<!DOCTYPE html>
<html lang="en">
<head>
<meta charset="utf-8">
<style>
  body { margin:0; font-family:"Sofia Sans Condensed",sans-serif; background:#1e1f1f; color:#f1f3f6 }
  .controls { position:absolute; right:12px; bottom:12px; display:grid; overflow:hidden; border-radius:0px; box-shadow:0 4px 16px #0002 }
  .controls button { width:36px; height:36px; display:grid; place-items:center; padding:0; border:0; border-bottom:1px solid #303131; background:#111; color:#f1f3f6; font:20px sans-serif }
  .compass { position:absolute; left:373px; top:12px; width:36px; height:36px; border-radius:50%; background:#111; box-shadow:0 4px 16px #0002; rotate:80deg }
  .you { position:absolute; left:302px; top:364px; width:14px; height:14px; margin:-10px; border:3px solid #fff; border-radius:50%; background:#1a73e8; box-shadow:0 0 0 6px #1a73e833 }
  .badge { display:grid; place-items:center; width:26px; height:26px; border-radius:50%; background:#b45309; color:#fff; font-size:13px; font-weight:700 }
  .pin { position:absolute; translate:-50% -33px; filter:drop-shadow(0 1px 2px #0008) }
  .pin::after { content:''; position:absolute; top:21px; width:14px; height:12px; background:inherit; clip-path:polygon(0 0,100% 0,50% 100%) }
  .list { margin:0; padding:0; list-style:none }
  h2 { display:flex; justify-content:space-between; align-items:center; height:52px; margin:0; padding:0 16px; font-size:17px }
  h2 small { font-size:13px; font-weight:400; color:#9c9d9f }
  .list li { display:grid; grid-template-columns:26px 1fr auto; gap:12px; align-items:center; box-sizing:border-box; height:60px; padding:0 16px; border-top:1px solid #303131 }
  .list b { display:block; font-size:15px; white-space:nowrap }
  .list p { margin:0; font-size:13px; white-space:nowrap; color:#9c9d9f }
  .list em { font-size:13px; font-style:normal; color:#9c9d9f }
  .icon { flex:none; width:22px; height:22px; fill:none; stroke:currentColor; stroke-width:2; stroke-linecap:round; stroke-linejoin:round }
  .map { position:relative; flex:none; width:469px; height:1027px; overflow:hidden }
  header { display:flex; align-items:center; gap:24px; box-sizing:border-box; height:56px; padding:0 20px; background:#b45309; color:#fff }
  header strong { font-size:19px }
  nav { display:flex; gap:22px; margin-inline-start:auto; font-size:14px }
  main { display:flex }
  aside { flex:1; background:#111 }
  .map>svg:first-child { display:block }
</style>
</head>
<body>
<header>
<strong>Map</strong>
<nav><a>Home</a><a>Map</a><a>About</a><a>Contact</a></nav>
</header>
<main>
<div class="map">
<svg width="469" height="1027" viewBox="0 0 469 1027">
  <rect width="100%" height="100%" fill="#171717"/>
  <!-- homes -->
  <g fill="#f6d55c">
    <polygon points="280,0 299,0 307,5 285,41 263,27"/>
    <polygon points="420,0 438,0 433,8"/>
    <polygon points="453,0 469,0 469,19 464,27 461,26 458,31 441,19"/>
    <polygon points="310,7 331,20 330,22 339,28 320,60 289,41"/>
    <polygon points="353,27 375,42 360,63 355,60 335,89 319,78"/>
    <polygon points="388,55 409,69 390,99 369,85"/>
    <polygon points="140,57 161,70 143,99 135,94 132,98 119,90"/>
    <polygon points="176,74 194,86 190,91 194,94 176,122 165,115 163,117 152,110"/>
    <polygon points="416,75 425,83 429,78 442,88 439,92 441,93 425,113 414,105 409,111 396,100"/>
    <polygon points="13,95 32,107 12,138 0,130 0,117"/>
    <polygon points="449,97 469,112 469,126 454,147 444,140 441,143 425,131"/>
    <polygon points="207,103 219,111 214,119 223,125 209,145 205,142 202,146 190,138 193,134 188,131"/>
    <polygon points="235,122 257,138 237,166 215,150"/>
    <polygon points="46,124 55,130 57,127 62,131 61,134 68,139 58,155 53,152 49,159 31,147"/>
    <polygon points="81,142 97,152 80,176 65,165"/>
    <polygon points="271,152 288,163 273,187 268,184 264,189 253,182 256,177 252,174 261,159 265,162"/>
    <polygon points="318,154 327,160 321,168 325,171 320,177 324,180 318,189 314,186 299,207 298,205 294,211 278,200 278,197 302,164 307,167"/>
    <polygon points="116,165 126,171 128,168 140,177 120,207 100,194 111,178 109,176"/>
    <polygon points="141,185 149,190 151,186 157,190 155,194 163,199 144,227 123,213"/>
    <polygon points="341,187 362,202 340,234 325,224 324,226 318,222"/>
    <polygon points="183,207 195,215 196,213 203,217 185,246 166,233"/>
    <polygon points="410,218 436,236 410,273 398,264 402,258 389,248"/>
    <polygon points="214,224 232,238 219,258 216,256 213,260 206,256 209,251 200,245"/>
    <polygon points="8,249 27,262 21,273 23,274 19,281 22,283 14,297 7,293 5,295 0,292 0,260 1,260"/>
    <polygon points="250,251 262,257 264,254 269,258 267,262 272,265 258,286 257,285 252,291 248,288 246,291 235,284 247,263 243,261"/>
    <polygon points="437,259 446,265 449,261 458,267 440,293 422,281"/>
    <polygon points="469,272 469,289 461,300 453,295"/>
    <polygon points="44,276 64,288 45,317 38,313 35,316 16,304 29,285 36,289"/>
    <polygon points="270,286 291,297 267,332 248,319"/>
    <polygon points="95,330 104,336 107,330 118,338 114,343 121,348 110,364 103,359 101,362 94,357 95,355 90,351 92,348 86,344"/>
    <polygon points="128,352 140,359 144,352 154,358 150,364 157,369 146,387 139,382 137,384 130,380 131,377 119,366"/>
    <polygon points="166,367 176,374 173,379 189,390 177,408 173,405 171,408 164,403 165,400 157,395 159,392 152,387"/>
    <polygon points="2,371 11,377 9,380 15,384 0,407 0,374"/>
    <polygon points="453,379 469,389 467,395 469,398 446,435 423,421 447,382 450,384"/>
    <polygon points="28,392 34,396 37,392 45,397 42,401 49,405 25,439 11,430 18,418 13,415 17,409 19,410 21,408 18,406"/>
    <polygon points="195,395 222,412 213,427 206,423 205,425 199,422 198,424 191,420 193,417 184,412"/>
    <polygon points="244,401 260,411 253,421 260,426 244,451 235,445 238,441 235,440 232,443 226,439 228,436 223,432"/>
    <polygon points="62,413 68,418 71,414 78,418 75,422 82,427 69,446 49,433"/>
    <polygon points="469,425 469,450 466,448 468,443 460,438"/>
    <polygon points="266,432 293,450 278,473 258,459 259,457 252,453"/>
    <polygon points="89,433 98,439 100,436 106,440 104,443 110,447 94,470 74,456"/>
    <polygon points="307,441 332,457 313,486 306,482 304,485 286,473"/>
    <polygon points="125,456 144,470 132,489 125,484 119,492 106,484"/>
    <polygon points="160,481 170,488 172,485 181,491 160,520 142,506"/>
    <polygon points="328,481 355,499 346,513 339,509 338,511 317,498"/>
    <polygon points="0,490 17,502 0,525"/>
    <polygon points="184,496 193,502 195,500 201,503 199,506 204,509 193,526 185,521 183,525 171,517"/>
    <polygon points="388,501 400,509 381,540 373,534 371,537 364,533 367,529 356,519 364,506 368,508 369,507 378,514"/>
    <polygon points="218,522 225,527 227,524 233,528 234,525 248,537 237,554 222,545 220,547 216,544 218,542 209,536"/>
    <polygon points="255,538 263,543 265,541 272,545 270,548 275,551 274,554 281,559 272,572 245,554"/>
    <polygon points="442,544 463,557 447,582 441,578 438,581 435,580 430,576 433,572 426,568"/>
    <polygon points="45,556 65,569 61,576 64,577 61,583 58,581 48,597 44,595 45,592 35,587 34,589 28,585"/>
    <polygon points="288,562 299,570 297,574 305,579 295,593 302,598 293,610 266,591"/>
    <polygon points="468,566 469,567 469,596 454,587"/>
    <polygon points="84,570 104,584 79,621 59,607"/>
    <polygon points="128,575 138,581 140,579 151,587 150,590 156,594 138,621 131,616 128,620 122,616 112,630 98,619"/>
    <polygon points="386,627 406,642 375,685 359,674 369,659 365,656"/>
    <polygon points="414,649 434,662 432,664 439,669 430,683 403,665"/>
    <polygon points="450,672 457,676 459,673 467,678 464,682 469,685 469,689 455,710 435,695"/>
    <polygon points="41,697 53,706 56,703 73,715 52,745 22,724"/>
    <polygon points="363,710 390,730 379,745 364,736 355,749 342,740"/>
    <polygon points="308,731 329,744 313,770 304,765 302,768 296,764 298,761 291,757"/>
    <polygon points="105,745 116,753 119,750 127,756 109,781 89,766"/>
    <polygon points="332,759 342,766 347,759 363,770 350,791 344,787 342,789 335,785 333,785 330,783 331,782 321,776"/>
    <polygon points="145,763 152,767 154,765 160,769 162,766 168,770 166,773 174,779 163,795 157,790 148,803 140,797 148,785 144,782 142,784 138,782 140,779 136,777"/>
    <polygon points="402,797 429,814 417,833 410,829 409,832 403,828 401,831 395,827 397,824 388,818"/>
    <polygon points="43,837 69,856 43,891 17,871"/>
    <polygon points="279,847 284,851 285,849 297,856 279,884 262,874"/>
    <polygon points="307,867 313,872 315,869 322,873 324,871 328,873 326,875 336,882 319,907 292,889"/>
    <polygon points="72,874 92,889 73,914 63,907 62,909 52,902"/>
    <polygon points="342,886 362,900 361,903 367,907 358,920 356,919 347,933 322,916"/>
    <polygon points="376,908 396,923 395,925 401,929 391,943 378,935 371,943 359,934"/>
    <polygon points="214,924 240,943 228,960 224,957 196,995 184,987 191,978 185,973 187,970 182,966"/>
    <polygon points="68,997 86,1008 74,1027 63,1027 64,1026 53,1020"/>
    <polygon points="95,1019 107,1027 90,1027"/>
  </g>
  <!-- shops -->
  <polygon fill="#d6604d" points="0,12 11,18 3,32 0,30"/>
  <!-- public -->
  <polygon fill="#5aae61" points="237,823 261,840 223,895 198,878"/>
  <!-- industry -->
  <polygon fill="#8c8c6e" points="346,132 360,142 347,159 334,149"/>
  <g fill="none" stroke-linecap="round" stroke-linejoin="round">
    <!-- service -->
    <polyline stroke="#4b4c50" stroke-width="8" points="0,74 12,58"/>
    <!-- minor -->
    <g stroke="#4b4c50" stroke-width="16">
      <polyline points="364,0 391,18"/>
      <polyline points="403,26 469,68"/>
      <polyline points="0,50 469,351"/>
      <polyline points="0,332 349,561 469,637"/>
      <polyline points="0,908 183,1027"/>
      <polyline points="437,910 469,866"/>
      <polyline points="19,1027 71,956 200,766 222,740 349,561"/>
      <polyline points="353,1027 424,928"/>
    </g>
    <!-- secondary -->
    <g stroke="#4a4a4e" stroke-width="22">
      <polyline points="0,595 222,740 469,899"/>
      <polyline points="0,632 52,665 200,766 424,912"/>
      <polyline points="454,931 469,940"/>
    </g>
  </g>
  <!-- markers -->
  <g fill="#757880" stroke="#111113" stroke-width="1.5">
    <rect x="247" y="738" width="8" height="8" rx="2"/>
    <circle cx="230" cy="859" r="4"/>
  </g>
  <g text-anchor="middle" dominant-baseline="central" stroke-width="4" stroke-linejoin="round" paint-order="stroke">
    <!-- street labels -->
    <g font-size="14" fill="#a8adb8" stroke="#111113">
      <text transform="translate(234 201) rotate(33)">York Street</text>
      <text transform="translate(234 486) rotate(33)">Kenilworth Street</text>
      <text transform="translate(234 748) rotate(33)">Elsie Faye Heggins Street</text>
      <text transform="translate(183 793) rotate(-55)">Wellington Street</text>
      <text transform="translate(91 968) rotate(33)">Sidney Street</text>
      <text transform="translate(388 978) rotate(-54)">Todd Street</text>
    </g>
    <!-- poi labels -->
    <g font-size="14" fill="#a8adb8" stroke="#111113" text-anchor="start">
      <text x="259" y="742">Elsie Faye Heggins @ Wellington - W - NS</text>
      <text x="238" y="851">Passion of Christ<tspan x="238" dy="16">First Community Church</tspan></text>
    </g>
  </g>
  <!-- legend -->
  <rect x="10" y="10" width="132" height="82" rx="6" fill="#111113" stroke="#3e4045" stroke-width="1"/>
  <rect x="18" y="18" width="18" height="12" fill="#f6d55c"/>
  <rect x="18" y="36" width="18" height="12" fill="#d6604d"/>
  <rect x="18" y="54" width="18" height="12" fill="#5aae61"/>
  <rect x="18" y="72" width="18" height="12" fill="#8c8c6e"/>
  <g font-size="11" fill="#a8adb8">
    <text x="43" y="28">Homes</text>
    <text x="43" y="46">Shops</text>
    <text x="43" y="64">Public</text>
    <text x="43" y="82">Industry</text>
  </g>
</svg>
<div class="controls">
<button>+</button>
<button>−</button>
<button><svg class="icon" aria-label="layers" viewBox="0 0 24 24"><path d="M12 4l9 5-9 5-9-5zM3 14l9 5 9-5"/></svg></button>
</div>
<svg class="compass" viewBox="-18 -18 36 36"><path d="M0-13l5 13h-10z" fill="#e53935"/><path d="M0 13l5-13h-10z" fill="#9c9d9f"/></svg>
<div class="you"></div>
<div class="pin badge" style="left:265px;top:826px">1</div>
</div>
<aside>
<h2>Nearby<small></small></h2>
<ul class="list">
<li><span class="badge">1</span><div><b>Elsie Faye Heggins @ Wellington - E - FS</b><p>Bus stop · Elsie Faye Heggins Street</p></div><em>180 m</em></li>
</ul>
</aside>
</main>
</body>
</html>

...

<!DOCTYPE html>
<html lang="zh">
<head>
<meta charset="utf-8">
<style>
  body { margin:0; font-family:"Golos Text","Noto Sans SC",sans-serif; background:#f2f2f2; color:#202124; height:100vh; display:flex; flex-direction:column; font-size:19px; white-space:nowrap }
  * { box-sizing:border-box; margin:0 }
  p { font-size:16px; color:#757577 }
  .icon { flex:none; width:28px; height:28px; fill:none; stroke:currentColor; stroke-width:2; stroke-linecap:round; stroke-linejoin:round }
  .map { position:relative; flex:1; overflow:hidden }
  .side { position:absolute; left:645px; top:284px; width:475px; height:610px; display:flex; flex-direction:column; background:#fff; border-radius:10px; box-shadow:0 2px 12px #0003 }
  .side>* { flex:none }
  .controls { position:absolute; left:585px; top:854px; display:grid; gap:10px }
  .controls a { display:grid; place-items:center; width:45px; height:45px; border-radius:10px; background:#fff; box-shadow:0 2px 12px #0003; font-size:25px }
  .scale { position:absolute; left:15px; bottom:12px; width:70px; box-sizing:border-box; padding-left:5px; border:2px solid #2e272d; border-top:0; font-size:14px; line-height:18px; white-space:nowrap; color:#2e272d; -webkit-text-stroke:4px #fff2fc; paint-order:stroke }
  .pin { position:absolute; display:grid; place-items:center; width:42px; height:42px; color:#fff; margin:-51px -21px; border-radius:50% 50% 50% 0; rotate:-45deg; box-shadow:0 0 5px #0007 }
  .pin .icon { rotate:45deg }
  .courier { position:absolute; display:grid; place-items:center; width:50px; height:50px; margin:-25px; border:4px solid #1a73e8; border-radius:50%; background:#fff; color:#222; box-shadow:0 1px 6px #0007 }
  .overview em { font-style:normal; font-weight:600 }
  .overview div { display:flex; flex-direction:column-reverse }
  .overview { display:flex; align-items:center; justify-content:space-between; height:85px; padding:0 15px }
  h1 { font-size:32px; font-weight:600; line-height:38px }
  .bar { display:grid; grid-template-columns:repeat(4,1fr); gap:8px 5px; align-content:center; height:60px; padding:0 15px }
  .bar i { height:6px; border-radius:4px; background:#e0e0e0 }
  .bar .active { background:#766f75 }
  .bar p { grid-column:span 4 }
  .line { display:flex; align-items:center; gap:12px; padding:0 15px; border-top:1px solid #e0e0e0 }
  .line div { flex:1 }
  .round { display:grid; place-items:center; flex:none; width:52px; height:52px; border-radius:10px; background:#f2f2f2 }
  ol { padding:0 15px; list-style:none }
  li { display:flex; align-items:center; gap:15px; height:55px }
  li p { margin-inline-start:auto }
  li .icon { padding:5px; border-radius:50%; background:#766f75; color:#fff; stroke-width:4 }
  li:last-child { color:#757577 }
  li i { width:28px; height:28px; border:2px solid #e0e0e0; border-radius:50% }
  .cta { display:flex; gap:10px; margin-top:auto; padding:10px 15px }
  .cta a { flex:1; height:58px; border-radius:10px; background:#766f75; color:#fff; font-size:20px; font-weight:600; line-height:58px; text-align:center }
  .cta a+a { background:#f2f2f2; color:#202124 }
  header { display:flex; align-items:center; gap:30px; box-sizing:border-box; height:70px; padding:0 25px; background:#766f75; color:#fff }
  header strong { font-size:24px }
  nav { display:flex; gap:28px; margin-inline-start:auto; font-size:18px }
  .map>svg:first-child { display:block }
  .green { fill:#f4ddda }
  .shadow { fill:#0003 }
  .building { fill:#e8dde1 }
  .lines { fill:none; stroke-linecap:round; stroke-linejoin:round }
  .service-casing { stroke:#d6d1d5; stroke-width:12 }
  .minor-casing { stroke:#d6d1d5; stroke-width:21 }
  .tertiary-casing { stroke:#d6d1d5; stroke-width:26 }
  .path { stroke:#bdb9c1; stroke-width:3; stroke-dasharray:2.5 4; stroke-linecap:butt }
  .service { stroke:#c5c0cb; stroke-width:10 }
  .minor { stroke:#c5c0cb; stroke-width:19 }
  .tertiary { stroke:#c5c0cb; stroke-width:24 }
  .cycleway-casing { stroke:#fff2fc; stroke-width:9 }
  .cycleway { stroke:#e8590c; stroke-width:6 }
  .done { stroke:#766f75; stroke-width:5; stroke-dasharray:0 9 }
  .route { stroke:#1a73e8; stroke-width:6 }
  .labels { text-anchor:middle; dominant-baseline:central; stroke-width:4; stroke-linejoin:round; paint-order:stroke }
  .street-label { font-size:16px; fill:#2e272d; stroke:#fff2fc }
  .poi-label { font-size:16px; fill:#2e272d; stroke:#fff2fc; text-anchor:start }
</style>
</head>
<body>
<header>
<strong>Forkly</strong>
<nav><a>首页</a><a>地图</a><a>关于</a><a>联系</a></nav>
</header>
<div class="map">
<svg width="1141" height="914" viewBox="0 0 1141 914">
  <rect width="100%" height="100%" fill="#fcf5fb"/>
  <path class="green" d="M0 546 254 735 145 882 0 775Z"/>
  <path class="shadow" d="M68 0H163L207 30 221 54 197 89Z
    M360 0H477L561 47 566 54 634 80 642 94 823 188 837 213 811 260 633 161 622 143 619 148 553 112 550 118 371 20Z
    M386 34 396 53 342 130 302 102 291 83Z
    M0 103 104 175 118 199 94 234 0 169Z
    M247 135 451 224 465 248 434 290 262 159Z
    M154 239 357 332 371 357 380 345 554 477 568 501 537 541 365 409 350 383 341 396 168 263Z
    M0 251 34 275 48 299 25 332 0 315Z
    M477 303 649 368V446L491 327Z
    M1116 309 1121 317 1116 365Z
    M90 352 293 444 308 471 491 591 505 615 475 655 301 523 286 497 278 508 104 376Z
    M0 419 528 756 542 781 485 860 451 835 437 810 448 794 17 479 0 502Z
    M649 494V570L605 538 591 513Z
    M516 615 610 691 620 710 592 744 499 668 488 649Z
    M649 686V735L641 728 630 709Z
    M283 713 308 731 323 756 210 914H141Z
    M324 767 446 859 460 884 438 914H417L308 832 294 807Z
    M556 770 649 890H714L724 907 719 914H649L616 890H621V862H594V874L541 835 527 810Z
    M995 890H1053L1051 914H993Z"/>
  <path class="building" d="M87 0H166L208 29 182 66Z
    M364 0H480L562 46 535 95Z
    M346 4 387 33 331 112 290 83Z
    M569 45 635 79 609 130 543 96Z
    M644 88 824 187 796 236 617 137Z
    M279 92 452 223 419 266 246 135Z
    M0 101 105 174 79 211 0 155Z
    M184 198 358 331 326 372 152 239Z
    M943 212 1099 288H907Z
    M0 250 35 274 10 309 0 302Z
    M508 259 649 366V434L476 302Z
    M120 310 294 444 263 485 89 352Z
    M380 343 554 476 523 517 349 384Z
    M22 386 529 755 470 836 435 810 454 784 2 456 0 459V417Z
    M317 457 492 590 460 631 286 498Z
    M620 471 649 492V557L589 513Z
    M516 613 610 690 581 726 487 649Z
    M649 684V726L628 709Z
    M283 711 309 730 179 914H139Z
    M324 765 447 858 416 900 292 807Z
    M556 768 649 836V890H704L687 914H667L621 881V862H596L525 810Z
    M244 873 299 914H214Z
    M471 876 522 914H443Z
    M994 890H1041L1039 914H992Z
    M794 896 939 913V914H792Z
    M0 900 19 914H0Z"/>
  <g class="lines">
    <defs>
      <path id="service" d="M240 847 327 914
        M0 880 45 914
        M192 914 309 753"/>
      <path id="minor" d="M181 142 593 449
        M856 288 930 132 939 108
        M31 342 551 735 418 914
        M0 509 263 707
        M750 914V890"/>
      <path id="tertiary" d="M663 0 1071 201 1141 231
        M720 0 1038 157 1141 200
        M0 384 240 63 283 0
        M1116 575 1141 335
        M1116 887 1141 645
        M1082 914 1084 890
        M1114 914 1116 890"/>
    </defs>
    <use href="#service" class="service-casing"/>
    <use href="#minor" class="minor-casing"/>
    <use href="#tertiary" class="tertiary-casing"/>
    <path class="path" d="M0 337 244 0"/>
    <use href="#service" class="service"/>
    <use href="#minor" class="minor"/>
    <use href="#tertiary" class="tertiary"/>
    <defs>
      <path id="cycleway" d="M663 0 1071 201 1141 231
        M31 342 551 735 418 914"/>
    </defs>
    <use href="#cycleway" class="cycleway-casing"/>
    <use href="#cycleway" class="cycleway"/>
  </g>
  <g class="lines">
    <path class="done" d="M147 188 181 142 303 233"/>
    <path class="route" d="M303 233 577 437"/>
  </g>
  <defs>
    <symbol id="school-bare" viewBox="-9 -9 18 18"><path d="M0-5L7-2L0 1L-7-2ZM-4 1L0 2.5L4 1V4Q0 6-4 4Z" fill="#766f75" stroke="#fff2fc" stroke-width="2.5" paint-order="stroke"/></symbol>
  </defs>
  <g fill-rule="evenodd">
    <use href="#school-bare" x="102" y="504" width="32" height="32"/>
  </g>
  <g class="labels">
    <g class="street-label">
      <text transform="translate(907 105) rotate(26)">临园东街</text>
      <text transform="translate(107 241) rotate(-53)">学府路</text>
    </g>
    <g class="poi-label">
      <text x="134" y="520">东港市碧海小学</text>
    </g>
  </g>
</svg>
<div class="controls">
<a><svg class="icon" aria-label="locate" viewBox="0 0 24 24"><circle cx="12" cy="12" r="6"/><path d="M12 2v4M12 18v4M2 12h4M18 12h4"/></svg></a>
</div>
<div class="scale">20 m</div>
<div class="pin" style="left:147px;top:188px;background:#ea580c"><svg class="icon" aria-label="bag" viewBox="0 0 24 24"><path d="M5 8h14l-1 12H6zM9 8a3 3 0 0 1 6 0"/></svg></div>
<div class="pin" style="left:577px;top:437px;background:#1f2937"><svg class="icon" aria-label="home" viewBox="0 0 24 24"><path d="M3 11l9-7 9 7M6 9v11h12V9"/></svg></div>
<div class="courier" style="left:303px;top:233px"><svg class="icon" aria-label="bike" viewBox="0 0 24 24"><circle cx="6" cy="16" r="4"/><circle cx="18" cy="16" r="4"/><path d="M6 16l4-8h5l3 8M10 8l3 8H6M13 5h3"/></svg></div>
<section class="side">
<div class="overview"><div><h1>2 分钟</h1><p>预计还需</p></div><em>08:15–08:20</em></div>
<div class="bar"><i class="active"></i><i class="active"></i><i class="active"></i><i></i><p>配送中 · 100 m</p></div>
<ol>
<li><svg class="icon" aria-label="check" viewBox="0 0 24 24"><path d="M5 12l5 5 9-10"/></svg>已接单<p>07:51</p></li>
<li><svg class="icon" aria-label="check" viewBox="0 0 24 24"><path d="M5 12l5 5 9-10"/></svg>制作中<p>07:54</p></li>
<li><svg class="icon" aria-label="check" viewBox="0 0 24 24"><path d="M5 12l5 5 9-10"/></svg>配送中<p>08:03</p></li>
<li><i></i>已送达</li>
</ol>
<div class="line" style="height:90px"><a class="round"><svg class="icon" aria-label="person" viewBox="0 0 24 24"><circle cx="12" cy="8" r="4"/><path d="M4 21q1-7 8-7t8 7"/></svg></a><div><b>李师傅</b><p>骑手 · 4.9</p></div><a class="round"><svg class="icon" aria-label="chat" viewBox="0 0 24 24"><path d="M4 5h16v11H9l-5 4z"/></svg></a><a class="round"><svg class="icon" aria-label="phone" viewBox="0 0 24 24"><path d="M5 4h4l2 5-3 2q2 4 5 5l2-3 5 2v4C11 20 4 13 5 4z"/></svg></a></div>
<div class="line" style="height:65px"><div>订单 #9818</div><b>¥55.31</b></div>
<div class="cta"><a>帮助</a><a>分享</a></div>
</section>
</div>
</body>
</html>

● **EXERCISE DETAILS**
Look above for the line holding "flex:none; width:22px; height:22px;" and the line holding "<strong>Map</strong>". Retype both, and every line between them, word for word and nothing else.

● **COMPLETED EXERCISE**
  .icon { flex:none; width:22px; height:22px; fill:none; stroke:currentColor; stroke-width:2; stroke-linecap:round; stroke-linejoin:round }
  .map { position:relative; flex:none; width:469px; height:1027px; overflow:hidden }
  header { display:flex; align-items:center; gap:24px; box-sizing:border-box; height:56px; padding:0 20px; background:#b45309; color:#fff }
  header strong { font-size:19px }
  nav { display:flex; gap:22px; margin-inline-start:auto; font-size:14px }
  main { display:flex }
  aside { flex:1; background:#111 }
  .map>svg:first-child { display:block }
</style>
</head>
<body>
<header>
<strong>Map</strong>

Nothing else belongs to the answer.